=== DATASET ENTRIES ===

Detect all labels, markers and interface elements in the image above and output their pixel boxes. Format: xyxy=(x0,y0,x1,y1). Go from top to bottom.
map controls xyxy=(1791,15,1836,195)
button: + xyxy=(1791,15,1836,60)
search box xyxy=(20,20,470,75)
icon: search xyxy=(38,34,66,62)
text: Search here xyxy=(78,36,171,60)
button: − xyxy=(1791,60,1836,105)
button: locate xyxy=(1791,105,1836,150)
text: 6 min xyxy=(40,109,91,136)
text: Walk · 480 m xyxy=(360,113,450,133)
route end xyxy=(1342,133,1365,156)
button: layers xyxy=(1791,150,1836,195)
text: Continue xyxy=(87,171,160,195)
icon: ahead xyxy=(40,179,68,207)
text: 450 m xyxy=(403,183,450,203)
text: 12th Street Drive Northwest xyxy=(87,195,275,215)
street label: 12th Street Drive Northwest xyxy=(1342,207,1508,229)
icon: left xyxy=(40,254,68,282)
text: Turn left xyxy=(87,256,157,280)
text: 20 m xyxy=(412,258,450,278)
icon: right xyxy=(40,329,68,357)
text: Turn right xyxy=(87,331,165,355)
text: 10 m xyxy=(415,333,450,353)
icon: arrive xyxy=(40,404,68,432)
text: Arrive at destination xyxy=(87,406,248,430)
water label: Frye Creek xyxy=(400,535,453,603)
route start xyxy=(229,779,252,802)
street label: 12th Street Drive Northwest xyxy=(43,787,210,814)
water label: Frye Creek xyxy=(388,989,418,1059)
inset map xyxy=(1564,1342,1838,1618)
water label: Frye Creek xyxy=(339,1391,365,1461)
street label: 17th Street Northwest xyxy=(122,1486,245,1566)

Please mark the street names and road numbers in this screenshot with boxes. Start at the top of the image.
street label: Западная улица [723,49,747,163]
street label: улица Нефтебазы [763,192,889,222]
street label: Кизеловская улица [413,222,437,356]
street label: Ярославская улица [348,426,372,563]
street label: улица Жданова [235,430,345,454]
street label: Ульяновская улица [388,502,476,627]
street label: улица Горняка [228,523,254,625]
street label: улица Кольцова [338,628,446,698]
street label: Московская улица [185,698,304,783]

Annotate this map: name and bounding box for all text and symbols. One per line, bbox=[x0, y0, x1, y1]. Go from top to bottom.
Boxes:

===

» WHAT YOU HAVE TO DO
Copy out each entry exactly, leaving nothing out.

» PROBLEM SOLUTION
Detect all labels, markers and interface elements in the image above and output their pixel boxes. Format: xyxy=(x0,y0,x1,y1). Go from top to bottom.
map controls xyxy=(1791,15,1836,195)
button: + xyxy=(1791,15,1836,60)
search box xyxy=(20,20,470,75)
icon: search xyxy=(38,34,66,62)
text: Search here xyxy=(78,36,171,60)
button: − xyxy=(1791,60,1836,105)
button: locate xyxy=(1791,105,1836,150)
text: 6 min xyxy=(40,109,91,136)
text: Walk · 480 m xyxy=(360,113,450,133)
route end xyxy=(1342,133,1365,156)
button: layers xyxy=(1791,150,1836,195)
text: Continue xyxy=(87,171,160,195)
icon: ahead xyxy=(40,179,68,207)
text: 450 m xyxy=(403,183,450,203)
text: 12th Street Drive Northwest xyxy=(87,195,275,215)
street label: 12th Street Drive Northwest xyxy=(1342,207,1508,229)
icon: left xyxy=(40,254,68,282)
text: Turn left xyxy=(87,256,157,280)
text: 20 m xyxy=(412,258,450,278)
icon: right xyxy=(40,329,68,357)
text: Turn right xyxy=(87,331,165,355)
text: 10 m xyxy=(415,333,450,353)
icon: arrive xyxy=(40,404,68,432)
text: Arrive at destination xyxy=(87,406,248,430)
water label: Frye Creek xyxy=(400,535,453,603)
route start xyxy=(229,779,252,802)
street label: 12th Street Drive Northwest xyxy=(43,787,210,814)
water label: Frye Creek xyxy=(388,989,418,1059)
inset map xyxy=(1564,1342,1838,1618)
water label: Frye Creek xyxy=(339,1391,365,1461)
street label: 17th Street Northwest xyxy=(122,1486,245,1566)

Please mark the street names and road numbers in this screenshot with boxes. Start at the top of the image.
street label: Западная улица [723,49,747,163]
street label: улица Нефтебазы [763,192,889,222]
street label: Кизеловская улица [413,222,437,356]
street label: Ярославская улица [348,426,372,563]
street label: улица Жданова [235,430,345,454]
street label: Ульяновская улица [388,502,476,627]
street label: улица Горняка [228,523,254,625]
street label: улица Кольцова [338,628,446,698]
street label: Московская улица [185,698,304,783]

Annotate this map: name and bounding box for all text and symbols. One per line, bbox=[x0, y0, x1, y1]. Go from top to bottom.
Boxes:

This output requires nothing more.